Monster Hunter Stories 3: Twisted Reflection está entre nós (a caçada começou em 13 de março). O novo Monster Hunter pode ser jogado no Nintendo Switch 2, PlayStation 5, Xbox Series e no PC via Steam.
Mal o novo Stories foi lançado e a bonita da Capcom já tem apostado na longevidade do jogo. E digo mais: tudo indica que expansões sejam lideradas pelo Switch 2. Isso porque há conteúdos mais exclusivos para Nintendo e a portabilidade, em anos anteriores, favoreceu outros da série. Falo mais durante o restante do texto.
Nos últimos dias, Monster Hunter Stories 3: Twisted Reflection foi sendo divulgado com apresentações de personagens, videoclipe com o tema Echoing Wings e dois trailers de lançamentos, com o príncipe e também com a princesa de Azúria (a narrativa depende do gênero definido pelo jogador – o que é bem legal). Até o momento desta publicação, eu havia jogado somente a demo do Switch 2 e com o personagem masculino, mas confesso que ao assistir ao vídeo da versão feminina, meio que chamou mais a minha atenção.
Em Monster Hunter Stories 3, há personagens que se repetem, mesmo que o jogador altere a perspectiva de gênero. É o caso de Rudy, o Felyno Real da Família de Azúria. Clipes de apresentação com parte da personalidade de outros importantes estão disponíveis via Capcom Brasil: Kora, Odgen, Thea, Gaul, Eleanor e Simon.
Sobre o jogo em si, e pela visão de ter jogado só a demo do Switch 2 (que é enorme, aliás), tenho que dizer que o título me prendeu a atenção de tal modo que senti nostalgia da época do primeiro Tales of que joguei no Nintendo GameCube (Tales of Symphonia). Impacta pelo estilo visual, mas não que fosse algo inédito em pelo 2026 – é, para mim, que não voltava ao estilo há tempos. E esse Monster Hunter Stories 3: Twisted Reflection deu mais vontade de jogar do que Monster Rise – que comecei e “dropei” no Switch número 1.
A jogabilidade da série Monster Hunter é quase uma só entre um jogo e outro. Em Stories 3 é em turnos como um bom e velho RPG. O jogador tem suas técnicas e um time de monstros de “coleção”, não tradicionalmente capturados como Pokémon, mas que são registrados e até armazenados em um celeiro podendo ser treinados. Esses monstros ajudam em batalhas quase como invocações de Final Fantasy (só de modo diferente). Gostei do estilo, sabe? Mas é muito comando, é muito estilo e muita poluição na tela de batalha que pode confundir bastante no começo. No fim, vi que é só questão de montar estratégia.
Jogar a versão completa de Monster Hunter Stories 3: Twisted Reflection não estava na lista do meu bingo antes de Resident Evil Requiem no Nintendo Switch 2, mas meio que acabei sendo agraciado com esse presente do roteirista da história da Dona Capcom. Então vou jogar Stories 3 por completo e, em algum momento, volto para dizer se a experiência seguiu sendo legal como na demo.
Ah, sobre o Switch 2, a Capcom tem divulgado mais a presença do jogo nele. O logo da Nintendo está na frente dos outros em vídeos de divulgação. Stories 3, inclusive, foi anunciado em um Nintendo Direct. Há Amiibos disponíveis de Ratha, Ratha V e Rudy que ao serem escaneados liberam roupas bônus. O favoritismo de plataforma nem precisa ser provado por mais nada.
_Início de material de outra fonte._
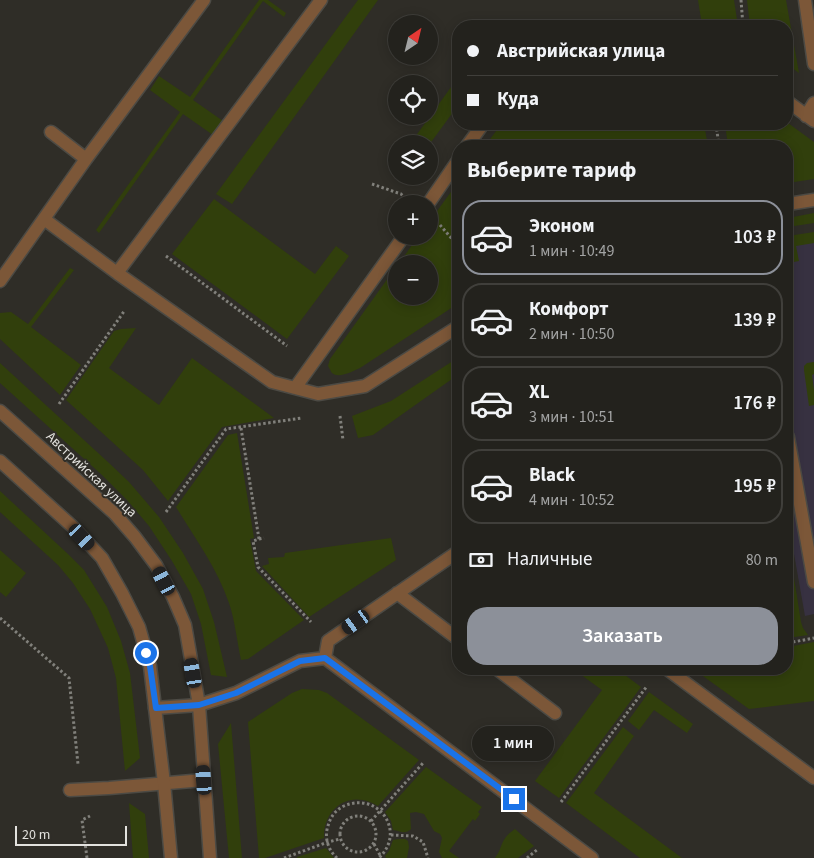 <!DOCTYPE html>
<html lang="ru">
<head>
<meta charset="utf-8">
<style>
  body { margin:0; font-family:"Source Sans 3",sans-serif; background:#2f2f2a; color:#f1f3f6; height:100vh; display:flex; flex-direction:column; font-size:19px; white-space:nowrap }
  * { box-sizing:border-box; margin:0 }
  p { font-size:16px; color:#a3a4a4 }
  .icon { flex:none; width:28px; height:28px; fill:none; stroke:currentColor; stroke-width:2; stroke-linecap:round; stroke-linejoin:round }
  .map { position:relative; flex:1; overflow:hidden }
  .sheet { position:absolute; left:452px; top:140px; width:341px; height:535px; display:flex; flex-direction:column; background:#23221d; border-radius:20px; box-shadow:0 2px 12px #0003,0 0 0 1px #403f3b }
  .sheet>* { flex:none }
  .banner { position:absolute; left:452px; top:20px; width:341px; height:110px; border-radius:20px; box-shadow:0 2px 12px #0003,0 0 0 1px #403f3b; display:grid; align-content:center; height:110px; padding:0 15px; background:#23221d }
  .needle { width:32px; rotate:35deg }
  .tools { position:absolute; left:388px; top:15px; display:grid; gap:10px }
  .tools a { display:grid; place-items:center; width:50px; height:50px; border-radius:50%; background:#23221d; box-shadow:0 2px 12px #0003,0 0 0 1px #403f3b; font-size:25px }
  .scale { position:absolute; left:15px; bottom:12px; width:112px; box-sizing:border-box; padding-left:5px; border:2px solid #e3e2de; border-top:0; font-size:14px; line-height:18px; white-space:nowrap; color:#e3e2de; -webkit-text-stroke:4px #2f2d27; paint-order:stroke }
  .end { position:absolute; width:22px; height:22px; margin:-11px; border:6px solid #1a73e8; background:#fff; box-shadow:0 0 0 2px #fff }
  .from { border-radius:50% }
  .bubble { position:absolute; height:35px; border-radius:18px; background:#23221d; box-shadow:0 2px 12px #0003,0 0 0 1px #403f3b; font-size:16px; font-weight:600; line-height:35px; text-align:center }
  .car { position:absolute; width:15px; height:30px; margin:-15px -8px; border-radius:6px; box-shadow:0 0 4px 1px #0007; background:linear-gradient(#222 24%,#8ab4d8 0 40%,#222 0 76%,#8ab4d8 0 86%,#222 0) }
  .banner b { display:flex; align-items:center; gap:18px; height:48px; font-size:19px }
  .banner b+b { border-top:1px solid #403f3b }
  .banner i { width:12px; height:12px; background:#f1f3f6 }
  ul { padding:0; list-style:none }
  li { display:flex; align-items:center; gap:15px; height:75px; margin:0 10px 8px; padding:0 5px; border:2px solid #403f3b; border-radius:20px }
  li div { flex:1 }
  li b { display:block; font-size:19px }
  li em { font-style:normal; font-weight:600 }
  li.active { border-color:#8c9099 }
  li>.icon { width:45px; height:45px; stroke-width:1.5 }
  h2 { padding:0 15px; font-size:22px; line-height:60px }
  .pay { display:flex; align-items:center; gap:12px; height:55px; padding:0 15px; font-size:19px }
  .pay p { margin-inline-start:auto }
  .cta { display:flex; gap:10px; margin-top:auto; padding:10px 15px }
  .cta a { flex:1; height:58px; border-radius:20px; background:#8c9099; color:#fff; font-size:20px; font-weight:600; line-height:58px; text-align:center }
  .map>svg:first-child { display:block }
  .education { fill:#373141 }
  .green { fill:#313f0c }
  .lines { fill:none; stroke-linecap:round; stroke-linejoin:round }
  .lane-casing { stroke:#4c4a44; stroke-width:15 }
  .street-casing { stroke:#4c4a44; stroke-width:15 }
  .path { stroke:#81807b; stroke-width:3; stroke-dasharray:2.5 2.5; stroke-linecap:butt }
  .lane { stroke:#7c5738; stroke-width:12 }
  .street { stroke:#7c5738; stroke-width:12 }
  .route { stroke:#1a73e8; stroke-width:6 }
  .labels { text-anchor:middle; stroke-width:4; stroke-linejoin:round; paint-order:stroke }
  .street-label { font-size:14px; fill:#e3e2de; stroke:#2f2d27 }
</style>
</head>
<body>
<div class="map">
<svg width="814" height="858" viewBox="0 0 814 858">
  <rect width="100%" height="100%" fill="#2f2d27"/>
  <path class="education" d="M814,234V614L805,616L788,520V238Z"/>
  <path class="green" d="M259,0H268L286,13L284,17L263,1L193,100L223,121L213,135L183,114L99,233L96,230L180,112L150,90L159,76L190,97Z
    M358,0H378L232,204L216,194Z
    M698,0H734L738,26H697L702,25Z
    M747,0H786L799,73L788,65V26H750Z
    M459,76V104L429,145V144H410Z
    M788,123L814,142V179L788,183V146H728L725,124Z
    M503,124H704L708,146H485L499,127Z
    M459,181V303L360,368C353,371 339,379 332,373C331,372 329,367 328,366L330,359L396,267V296H429V264H399L418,236H429V222Z
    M214,199L315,274L336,246L349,256L287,339L172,254Z
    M814,213V223L788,227V218Z
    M814,232V243L796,246L799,261L788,263V236Z
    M70,268L74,270L31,327L81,365L60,395L0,339V313L11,312L28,324Z
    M136,328L109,368L159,405L192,358L274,418L222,427L168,501L143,470L66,400L114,331L121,329Z
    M459,357V374L373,435L358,438L352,416L391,401Z
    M814,362V374L812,375L814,390V405L809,406L804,370V366L807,363Z
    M0,363L109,463L129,482L159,517L183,553L203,589L214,622L227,677L211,675L201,624L191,594L172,561L149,526L127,500L102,475L0,383Z
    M237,433L254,538L250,539L256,571L304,620L248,659L241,660C237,641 235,621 229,603C217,568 195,538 176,507L228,435Z
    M0,491L68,554L84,570L107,607L121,641L130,673L140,758L125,771L116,678L108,648L90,609L73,583L58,565L0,512Z
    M391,538L396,560L309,617L262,566L269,564L268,558L284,557L285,553Z
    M788,540L801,622L803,628L808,635L788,638Z
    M0,550L26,573L6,597L0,592Z
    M814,642V701L749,709L693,669H788V647Z
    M573,669H617L641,687L559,798L535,781L602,690Z
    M302,689L319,690L327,693L419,760L378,806C373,803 368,801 363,800C339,796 323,816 324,838L265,858H259L248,722L292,693Z
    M649,692L693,724L687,733L654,710L639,730L628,721Z
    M231,723L242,858H229L218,744Z
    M623,727L634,736L594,793L682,858H640L566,803Z
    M426,767L482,807L478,812L480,814L475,821L473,819L449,851L459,858H442L439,852L442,838L440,834L434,831L424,814L416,812L410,813L411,829C405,835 400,831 393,830L391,821L385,812Z
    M129,803L145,814L149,858H133Z
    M515,829L534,846L518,858H495C504,846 499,840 515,829Z
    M399,839H405L408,841L409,847L407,858H386L385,856L389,851L393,840Z
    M326,848L334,858H297V857Z"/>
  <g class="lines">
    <defs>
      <path id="lane" d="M805,0L814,64
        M788,102L814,121
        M806,116L814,103
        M51,132L86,159
        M467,146L483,124
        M428,204L459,159
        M788,204L814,200
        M44,219L117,273L272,382L318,394L365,386L459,326
        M117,273L321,0
        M0,281L86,159L204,0
        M295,388L404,236
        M788,437L814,582
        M397,593L459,640
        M325,658L328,641L459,551
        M497,669L555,713
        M667,669L814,778
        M155,708L199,705L236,693L300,661L325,658L592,858
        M70,790L109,788L204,780"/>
      <path id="street" d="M0,411L115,514L135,537L156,565L173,597L185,625L199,705L210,858
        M0,461L73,527L102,558L122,593L139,627L150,666L164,783L171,858"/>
    </defs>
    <use href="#lane" class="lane-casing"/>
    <use href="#street" class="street-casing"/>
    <path class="path" d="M741,0L743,26
      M716,124L719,146
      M372,184L401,194L403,196
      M440,225L459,247
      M166,256L287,346
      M59,404L125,310
      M340,416L343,440
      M241,428L259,539L253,541L258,567L311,622
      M166,512L226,429L302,418
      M259,539L264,538
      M0,618L69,678L78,764
      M788,643L814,638
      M561,802L647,686
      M340 834a18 18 0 1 1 36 0a18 18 0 1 1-36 0Z
      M371,821L423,763
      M391,835L413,836L423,842L428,858
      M374,844L381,857
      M87,858L82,820L90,816
      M284,858L328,842L340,839
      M337,858C328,850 324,837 328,826C330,818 335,810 344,806C378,791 407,831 379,858
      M527,858L538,849"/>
    <use href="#lane" class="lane"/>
    <use href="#street" class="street"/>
  </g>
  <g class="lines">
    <path class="route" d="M146,653L150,666L156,708L199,705L236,693L300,661L325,658L514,799"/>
  </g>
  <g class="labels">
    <g class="street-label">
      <text transform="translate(92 474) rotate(43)" y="5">Австрийская улица</text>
    </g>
  </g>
</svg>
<div class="tools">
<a><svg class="needle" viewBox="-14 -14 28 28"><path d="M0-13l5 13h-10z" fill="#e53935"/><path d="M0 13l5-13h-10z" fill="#a3a4a4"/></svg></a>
<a><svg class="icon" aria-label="locate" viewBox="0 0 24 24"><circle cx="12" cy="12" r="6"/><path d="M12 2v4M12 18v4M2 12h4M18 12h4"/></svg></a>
<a><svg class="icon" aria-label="layers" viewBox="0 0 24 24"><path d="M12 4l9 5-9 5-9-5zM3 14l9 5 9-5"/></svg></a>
<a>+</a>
<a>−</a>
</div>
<div class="scale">20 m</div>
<i class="end from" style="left:146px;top:653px"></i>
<i class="end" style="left:514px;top:799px"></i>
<div class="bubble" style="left:472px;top:726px;width:82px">1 мин</div>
<i class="car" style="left:82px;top:537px;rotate:137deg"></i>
<i class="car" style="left:164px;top:581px;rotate:332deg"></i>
<i class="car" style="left:356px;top:622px;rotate:235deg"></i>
<i class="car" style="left:193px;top:673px;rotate:350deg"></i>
<i class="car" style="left:204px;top:780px;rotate:356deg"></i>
<div class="banner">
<b><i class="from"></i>Австрийская улица</b>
<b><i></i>Куда</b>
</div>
<section class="sheet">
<h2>Выберите тариф</h2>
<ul>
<li class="active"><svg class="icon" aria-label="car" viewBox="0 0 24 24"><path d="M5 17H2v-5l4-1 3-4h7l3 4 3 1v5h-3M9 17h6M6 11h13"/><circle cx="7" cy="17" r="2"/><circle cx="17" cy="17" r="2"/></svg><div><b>Эконом</b><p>1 мин · 10:49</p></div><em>103 ₽</em></li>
<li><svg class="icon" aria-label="car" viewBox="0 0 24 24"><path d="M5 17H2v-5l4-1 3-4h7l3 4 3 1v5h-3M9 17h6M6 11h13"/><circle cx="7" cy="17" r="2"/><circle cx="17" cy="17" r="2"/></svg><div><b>Комфорт</b><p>2 мин · 10:50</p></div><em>139 ₽</em></li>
<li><svg class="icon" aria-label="car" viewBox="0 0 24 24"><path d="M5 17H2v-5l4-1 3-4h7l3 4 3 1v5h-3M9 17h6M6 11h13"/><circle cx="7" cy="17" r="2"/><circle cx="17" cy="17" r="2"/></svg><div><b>XL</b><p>3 мин · 10:51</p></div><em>176 ₽</em></li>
<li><svg class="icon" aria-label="car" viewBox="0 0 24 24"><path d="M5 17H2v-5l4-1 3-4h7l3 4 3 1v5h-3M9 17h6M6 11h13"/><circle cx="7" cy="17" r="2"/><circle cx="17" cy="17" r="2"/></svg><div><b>Black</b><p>4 мин · 10:52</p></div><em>195 ₽</em></li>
</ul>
<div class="pay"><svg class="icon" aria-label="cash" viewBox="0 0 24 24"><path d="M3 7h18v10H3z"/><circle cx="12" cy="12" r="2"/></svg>Наличные<p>80 m</p></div>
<div class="cta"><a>Заказать</a></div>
</section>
</div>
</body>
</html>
Sobre a longevidade, é aposta depois do que rolou com o boom nas vendas de Rise, o que levou ao surgimento da expansão Monster Hunter Rise: Sunbreak – inicialmente no Switch e no PC via Steam. Considero Stories 3 um jogo mais robusto do que Monster Hunter Stories 2: Wings of Ruin e com maior potencial de vendas, em especial pela atenção no Switch 2. Acho que vem expansão sim pelo otimismo da Capcom.
Não é incomum ter parcerias que ampliem visibilidade de lançamentos, mas outro jogo, o mobile Monster Hunter Puzzles (Android / iOS), já tem até collab para surfar na onda de Monster Hunter Stories 3: Twisted Reflection. Stories 3 tem interface e legendas em português do Brasil.